→ **INPUT DATA**:
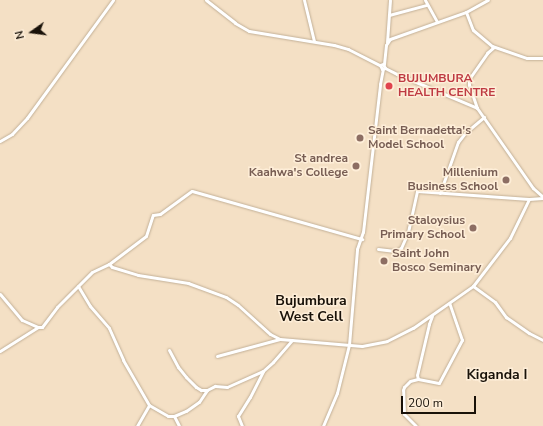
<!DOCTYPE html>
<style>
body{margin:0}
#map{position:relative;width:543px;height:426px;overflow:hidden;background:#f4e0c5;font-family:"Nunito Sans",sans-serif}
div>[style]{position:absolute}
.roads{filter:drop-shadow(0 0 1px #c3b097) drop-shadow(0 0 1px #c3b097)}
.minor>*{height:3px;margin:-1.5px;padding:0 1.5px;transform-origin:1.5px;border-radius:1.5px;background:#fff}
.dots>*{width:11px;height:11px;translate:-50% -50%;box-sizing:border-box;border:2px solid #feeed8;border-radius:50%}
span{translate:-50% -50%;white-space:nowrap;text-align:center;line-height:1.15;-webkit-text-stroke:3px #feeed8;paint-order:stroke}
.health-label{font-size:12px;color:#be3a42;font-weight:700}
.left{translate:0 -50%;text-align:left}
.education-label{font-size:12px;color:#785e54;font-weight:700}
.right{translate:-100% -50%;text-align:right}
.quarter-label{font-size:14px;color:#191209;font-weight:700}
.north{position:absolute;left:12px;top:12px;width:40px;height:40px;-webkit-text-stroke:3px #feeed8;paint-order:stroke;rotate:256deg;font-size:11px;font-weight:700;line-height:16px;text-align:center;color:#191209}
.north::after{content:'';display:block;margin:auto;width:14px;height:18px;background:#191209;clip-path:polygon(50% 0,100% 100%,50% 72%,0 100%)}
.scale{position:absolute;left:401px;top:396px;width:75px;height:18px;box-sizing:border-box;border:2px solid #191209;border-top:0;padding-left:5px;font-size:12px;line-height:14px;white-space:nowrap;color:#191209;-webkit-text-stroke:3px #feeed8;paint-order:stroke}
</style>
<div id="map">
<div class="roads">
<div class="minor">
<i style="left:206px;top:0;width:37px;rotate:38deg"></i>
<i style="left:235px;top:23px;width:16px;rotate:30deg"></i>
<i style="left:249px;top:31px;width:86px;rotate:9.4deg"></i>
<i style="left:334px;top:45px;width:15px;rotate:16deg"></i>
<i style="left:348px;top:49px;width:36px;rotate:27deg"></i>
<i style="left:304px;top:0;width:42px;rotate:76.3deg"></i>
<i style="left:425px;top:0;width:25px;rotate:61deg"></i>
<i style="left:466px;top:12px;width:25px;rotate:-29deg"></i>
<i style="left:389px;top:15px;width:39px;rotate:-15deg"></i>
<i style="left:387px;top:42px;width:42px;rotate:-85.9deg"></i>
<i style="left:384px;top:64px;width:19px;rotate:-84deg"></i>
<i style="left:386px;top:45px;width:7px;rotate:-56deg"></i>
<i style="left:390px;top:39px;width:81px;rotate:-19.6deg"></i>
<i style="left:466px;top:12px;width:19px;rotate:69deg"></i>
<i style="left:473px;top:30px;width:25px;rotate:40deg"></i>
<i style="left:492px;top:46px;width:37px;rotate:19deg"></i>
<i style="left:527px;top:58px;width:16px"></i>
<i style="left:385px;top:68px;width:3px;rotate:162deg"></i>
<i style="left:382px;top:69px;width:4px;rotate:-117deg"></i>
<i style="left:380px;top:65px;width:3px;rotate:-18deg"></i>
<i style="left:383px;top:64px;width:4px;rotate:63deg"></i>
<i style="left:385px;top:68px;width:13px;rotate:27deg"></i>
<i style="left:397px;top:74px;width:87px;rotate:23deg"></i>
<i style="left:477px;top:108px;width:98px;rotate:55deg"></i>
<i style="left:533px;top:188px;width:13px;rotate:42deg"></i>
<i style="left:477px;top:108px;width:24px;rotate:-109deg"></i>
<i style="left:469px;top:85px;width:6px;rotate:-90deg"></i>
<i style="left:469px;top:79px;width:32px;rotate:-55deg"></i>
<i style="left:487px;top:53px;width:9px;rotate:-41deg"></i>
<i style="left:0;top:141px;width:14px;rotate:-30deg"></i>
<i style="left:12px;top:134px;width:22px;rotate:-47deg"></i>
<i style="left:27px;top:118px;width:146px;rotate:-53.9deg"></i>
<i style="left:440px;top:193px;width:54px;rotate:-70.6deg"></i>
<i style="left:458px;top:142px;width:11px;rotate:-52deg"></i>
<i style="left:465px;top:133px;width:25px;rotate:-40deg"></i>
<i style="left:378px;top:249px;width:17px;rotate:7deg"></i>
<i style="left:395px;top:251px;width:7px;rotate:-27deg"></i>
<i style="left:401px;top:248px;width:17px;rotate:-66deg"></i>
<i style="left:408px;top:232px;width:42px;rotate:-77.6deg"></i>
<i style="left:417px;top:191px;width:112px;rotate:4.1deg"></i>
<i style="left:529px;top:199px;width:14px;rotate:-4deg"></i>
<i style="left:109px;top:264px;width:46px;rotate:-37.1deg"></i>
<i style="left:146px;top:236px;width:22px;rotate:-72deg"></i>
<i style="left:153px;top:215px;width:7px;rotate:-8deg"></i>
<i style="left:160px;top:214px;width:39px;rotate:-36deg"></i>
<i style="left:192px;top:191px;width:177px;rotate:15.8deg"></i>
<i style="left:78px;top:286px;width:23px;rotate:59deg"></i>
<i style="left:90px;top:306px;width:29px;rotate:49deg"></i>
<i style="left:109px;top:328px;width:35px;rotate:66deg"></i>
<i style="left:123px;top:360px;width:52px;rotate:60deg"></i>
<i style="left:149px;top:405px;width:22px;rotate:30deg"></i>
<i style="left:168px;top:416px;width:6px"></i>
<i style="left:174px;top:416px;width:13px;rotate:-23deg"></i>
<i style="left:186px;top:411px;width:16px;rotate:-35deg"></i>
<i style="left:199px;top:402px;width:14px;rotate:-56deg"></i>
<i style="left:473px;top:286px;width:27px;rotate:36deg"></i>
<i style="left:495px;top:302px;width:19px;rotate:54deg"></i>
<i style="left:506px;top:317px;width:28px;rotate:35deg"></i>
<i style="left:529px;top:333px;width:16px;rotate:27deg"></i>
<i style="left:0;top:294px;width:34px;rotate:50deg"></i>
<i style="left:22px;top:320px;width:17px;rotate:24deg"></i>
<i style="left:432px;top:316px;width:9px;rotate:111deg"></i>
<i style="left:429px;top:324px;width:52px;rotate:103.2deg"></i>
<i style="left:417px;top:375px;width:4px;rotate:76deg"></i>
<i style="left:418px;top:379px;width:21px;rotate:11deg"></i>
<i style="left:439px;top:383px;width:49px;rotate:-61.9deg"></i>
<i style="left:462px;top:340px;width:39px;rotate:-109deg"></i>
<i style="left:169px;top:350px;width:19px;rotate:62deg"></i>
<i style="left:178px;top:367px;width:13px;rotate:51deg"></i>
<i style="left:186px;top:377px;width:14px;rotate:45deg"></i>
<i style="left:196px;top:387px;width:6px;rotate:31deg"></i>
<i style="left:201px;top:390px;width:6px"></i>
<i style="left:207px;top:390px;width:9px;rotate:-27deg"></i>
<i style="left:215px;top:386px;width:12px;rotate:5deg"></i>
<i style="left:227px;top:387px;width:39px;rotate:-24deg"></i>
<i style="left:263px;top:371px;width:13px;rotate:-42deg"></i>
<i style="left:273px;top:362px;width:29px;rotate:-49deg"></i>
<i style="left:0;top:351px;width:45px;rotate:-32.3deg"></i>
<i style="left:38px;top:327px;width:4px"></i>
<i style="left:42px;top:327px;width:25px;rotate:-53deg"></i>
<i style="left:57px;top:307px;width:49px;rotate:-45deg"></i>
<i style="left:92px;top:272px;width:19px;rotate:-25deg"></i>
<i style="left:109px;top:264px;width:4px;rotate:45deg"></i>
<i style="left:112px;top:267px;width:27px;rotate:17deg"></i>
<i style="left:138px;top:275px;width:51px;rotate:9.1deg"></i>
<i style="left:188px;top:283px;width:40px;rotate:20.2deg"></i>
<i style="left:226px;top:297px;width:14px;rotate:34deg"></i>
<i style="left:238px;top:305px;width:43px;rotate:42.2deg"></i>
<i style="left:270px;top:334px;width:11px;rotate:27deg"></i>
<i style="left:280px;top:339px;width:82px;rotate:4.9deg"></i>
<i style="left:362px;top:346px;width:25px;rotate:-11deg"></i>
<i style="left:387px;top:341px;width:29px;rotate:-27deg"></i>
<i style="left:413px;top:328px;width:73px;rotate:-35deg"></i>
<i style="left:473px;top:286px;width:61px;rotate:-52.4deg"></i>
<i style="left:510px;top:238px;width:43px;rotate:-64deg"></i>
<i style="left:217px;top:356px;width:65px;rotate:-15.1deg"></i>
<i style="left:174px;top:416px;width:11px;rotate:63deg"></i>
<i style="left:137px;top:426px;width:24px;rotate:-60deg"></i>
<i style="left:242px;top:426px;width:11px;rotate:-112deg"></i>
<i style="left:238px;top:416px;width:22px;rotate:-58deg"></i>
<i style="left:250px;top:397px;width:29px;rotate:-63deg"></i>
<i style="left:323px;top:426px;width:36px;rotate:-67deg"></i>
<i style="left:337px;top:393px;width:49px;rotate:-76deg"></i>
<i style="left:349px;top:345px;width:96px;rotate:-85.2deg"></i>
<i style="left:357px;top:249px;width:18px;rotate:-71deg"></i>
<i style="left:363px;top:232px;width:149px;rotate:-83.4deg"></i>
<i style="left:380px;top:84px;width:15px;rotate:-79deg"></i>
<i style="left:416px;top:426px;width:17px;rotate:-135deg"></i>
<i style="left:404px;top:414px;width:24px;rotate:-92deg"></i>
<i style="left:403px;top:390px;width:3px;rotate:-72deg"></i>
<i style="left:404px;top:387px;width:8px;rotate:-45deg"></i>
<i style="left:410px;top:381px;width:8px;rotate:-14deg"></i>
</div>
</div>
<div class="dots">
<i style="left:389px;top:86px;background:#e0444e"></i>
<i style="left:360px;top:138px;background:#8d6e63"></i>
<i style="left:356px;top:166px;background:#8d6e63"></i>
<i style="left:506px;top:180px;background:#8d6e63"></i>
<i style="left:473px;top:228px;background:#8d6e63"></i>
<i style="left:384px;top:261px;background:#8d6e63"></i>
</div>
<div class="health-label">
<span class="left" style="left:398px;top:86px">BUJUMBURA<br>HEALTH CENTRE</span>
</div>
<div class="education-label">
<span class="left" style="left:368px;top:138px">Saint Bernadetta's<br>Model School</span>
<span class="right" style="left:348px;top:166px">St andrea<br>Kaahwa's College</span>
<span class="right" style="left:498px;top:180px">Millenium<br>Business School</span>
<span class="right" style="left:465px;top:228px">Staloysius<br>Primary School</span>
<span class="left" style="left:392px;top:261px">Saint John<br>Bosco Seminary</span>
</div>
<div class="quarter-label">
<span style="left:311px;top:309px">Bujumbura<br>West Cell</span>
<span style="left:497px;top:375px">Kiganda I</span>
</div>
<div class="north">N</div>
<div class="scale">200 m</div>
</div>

→ **EXERCISE**: Your reply should contain only an exact copy of the lines from the beginning of the material through the line with "1px #c3b097) drop-shadow(0", both ends included, with the pictures removed.

→ **FINISHED TASK**:
<!DOCTYPE html>
<style>
body{margin:0}
#map{position:relative;width:543px;height:426px;overflow:hidden;background:#f4e0c5;font-family:"Nunito Sans",sans-serif}
div>[style]{position:absolute}
.roads{filter:drop-shadow(0 0 1px #c3b097) drop-shadow(0 0 1px #c3b097)}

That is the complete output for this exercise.